Planck was carried into space on 14 May 2009, at 13:12:02 UTC, by an Ariane 5 ECA launcher, from the Guiana Space Centre, Kourou, French Guiana. Planck was launched together with ESA's Herschel spacecraft.

Within 30 minutes after launch, and about two minutes from each other, the two spacecraft were released and each placed on their individual escape trajectory toward L2, the second Lagrange point of the Sun-Earth system. Upon separation, Planck was spin stabilised at 1 rpm.

About six weeks after launch, following a set of trajectory control manoeuvres, Planck will reach its operational orbit: a Lissajous orbit with an average amplitude of about 400 000 km around the L2 point at a distance of around 1.5 million km from Earth in the anti-Sun direction.

The commissioning of the spacecraft is performed during the journey to L2 and is expected to last until the spacecraft reaches its operational orbit.

Location of L2 (not to scale)

At L2, Planck will perform a major manoeuvre to enter its Lissajous orbit about the Lagrange point, with the Sun-spacecraft-Earth angle limited to 15°. Lissajous orbits are the natural motion of a satellite around a collinear libration point in a two-body system and require less momentum change to be expended for station keeping than halo orbits, where the satellite follows a simple circular or elliptical path about the libration point.

Orbits about L2 are dynamically unstable; small departures from equilibrium grow exponentially with a time constant of about 23 days. Planck will use its propulsion system to perform orbit maintenance manoeuvres.

Choice of Orbit

The Planck spacecraft is spin stabilised at 1 rpm and normally operates with its spin axis pointing directly away from the Sun. The line-of-sight of the telescope is positioned at an angle of 85° to the spin axis and the instruments scan a circular sector of the celestial sphere with a radius of 85° once per spacecraft revolution. In order to view the celestial poles, the spin axis can be moved up to 10° away from the anti-Sun direction.

The anti-Sun pointing strategy reduces the effects of solar radiation to a minimum. However, the Earth and Moon can also be intense sources of both straylight and thermal radiation, and reducing their effects drives the choice of orbit. Near Earth orbits are eliminated mainly because the large thermal flux renders it extremely difficult to reach low temperatures at the focal plane of the telescope or to achieve the required thermal stability. The nearest possible far-Earth orbits are those around one of the Lagrangian points of the Earth-Moon system. These orbits, which share the lunar motion around the Earth, are rendered unsuitable by the fact that either the Earth or the Moon is often not very far from the telescope line-of-sight.
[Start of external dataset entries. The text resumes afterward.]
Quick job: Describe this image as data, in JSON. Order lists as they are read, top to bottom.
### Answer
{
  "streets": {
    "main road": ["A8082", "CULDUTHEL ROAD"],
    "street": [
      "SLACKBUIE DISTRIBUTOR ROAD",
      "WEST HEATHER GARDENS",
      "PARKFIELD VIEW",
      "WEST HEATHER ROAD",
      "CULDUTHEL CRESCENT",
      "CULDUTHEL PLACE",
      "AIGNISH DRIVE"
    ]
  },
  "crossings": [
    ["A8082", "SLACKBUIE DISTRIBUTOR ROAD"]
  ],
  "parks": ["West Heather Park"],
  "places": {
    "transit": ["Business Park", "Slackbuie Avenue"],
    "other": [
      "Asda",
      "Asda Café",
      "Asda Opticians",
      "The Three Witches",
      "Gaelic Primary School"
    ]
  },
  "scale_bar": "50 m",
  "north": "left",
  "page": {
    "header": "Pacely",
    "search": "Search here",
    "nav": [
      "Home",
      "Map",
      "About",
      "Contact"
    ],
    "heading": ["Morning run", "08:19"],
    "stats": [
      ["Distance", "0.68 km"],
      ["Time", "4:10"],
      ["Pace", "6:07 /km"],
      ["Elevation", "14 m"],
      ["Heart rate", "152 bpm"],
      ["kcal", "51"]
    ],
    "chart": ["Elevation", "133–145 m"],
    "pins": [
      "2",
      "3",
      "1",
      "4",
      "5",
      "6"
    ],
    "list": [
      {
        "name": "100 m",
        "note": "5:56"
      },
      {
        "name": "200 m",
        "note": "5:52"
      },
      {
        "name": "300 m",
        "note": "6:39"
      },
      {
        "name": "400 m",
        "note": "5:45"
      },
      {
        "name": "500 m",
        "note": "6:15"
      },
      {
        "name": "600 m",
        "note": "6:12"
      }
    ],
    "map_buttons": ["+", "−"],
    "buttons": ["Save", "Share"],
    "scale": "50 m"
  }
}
Simulations indicate that if this type of orbit were chosen, at least 35% of the acquired data would have to be discarded due to poor thermal or straylight conditions, leading not only to lower sky coverage but also to a less efficient removal of systematic effects.

The optimum orbit, selected as a result of a trade-off among the various payload requirements, several spacecraft technical constraints (most importantly those related to communication with the ground station), and the transfer-to-orbit cost, is a Lissajous orbit around the L2 Lagrangian point of the Earth-Sun system. At this location the Sun, the Earth, and the Moon are all located behind the payload, where their undesirable effects are at the lowest possible level, both in terms of location and of flux. In addition, this is the only orbit in which the antennas, which provide Earth communication for the spacecraft, are also continuously pointed away from the payload, thereby minimizing the potential effects of RF interference.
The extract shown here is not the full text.